Some examples Thursday: She played one of Prince’s lengthier classics, “D.M.S.R.,” not only to memorialize but also because “I’m going to develop a UTI [urinary tract infection] if I don’t go to the bathroom.” She chose the Walkmen’s urgent rocker “The Rat,” she said, “as my getaway song in case I turn to robbing liquor stores.”

As for her daily “No Apologies” selection, she spun the Eagles’ “Heartache Tonight” and cited as one she’d never played. It sounded like she was bragging.

Before handing the airwaves over to Lucia on Thursday — with Tina Turner’s “The Best” as her segue song — Tittle singled out Lucia as a mentor and hero to the younger DJs at the station.

“I keep thinking: You’re only as strong as your weakest link,” Tittle said, “but here at the Current, Mary is so good at what she does … it made all of us a little bit better.”
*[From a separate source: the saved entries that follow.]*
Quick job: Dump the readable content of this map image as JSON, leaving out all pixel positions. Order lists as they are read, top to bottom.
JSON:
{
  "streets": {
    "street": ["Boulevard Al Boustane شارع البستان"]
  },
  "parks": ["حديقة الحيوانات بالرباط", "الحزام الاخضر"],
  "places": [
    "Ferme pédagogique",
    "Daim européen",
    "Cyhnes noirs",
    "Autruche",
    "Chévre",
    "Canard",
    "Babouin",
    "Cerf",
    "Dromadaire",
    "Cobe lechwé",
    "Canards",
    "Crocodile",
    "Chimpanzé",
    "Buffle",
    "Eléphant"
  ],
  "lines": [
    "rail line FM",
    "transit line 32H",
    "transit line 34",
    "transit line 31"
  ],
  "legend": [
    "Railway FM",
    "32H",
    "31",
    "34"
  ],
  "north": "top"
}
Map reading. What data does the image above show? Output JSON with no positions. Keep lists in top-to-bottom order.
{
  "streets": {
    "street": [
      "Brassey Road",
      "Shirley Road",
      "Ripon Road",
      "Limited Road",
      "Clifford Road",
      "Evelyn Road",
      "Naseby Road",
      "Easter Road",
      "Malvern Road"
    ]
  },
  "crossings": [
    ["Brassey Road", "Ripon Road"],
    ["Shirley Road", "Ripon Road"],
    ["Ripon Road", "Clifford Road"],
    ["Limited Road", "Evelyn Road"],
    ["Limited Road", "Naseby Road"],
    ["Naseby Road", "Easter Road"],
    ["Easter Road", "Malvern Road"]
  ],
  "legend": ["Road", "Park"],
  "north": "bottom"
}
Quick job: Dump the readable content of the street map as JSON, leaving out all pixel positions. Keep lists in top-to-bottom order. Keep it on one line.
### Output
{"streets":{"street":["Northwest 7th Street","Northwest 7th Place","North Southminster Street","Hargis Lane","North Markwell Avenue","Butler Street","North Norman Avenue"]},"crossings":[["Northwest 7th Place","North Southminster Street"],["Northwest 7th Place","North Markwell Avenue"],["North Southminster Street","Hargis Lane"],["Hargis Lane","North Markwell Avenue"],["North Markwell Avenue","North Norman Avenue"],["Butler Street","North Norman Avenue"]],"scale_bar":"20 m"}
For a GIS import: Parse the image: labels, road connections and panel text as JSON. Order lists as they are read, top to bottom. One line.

While continually reiterating her love for the work during Thursday’s shift, Lucia made it clear she believes her life is bound to get better after signing off. She has said off-air that she hopes to write a book or two and do voiceover work.

“It’s not terribly romantic or profound, but I’ve always said: Things work until they don’t,” she said as her time on air wound down.

Before letting the Stones serenade her out the door, Lucia ended by noting how proud she was of her work at the Current.

“I’ve never looked for outside affirmation about what I do [or] have a huge need for someone to tell me, ‘You’re really good at that,'” she said. “But these last couple days hearing from you I know I’ve made a difference. It doesn’t matter if the company or management doesn’t feel the same way.”